Recently, the expansion of an intronic AAGGG repeat in the replication factor C subunit 1 (RFC1) gene was reported to cause cerebellar ataxia, neuropathy, vestibular areflexia syndrome (CANVAS). In Europeans, the expansion accounted for 22% of sporadic patients with late-onset ataxia. We genotyped 37 Japanese patients comprising 25 familial (autosomal recessive or undecided transmission) and 12 sporadic ones with late-onset ataxia. We found intronic repeat expansions in RFC1 in three (12%) of the familial patients and one (8.5%) of the sporadic ones. Although our cohort study was small, the disease frequency in Japanese patients with CANVAS might be lower than that in European ones. In addition, we found biallelic ACAGG repeat expansion in one patient, indicating ACAGG repeat expansion might cause CANVAS. Clinically, we found one patient with sleep apnea syndrome, which has not been reported previously. Thus, this study might expand the clinical and genetic spectrum of CANVAS.
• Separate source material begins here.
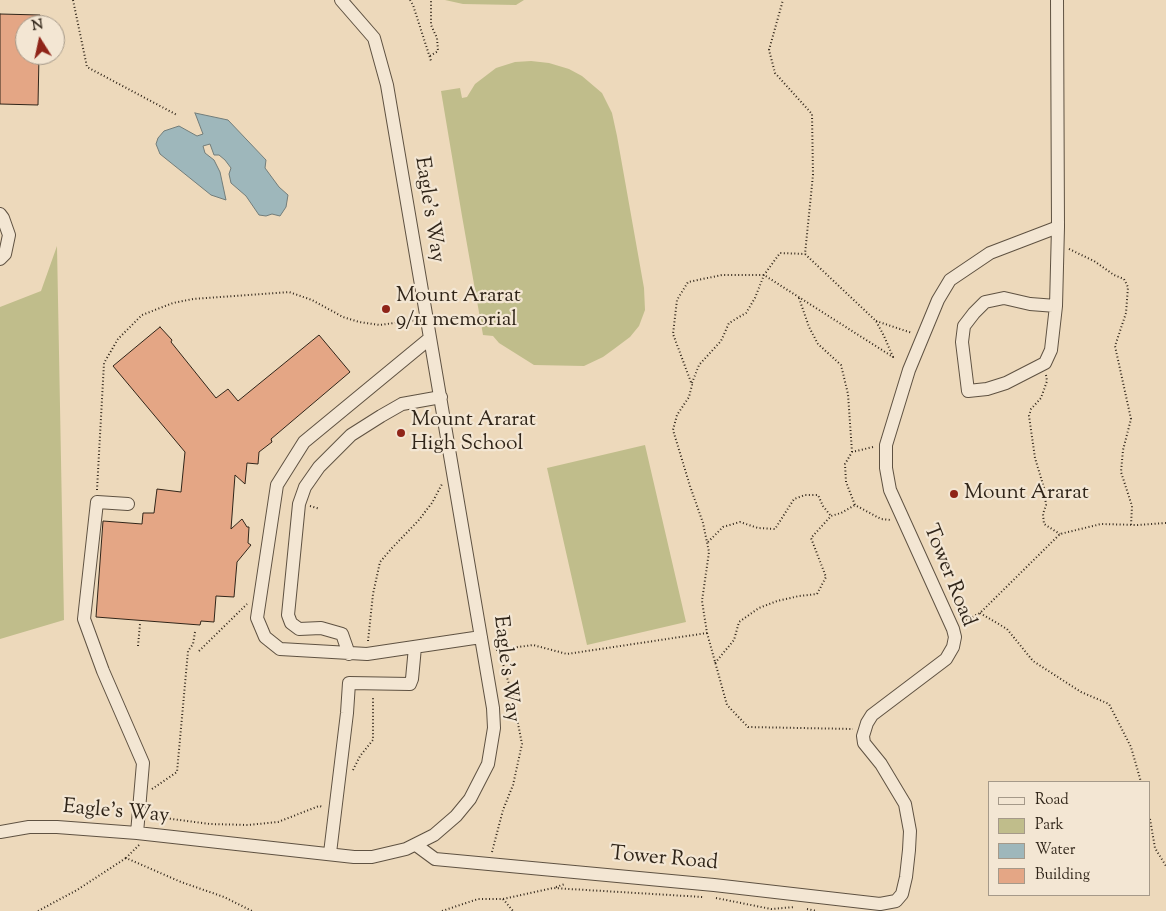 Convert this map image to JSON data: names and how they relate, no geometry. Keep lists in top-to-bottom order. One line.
{"streets":{"street":["Eagle's Way","Tower Road"]},"crossings":[["Eagle's Way","Tower Road"]],"places":["Mount Ararat 9/11 memorial","Mount Ararat High School","Mount Ararat"],"legend":["Road","Park","Water","Building"],"north":"top"}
最近，据报道复制因子C亚基1（RFC1）基因中内含AAGGG重复序列的扩增引起小脑性共济失调，神经病，前庭反射乏力综合征（CANVAS）。在欧洲人中，扩展占散发性晚期共济失调患者的22％。我们对37例日本患者进行了基因分型，包括25例家族性（常染色体隐性或未确定的传播）和12例散发性晚期共济失调患者。我们在RFC1中发现了内含子重复扩展在三名（12％）家族患者和一名（8.5％）散发性患者中。尽管我们的队列研究很小，但日本CANVAS患者的发病率可能低于欧洲患者。此外，我们在一名患者中发现双等位基因ACAGG重复扩增，表明ACAGG重复扩增可能引起CANVAS。在临床上，我们发现了一名睡眠呼吸暂停综合症患者，该病先前未见报道。因此，本研究可能会扩大CANVAS的临床和遗传谱。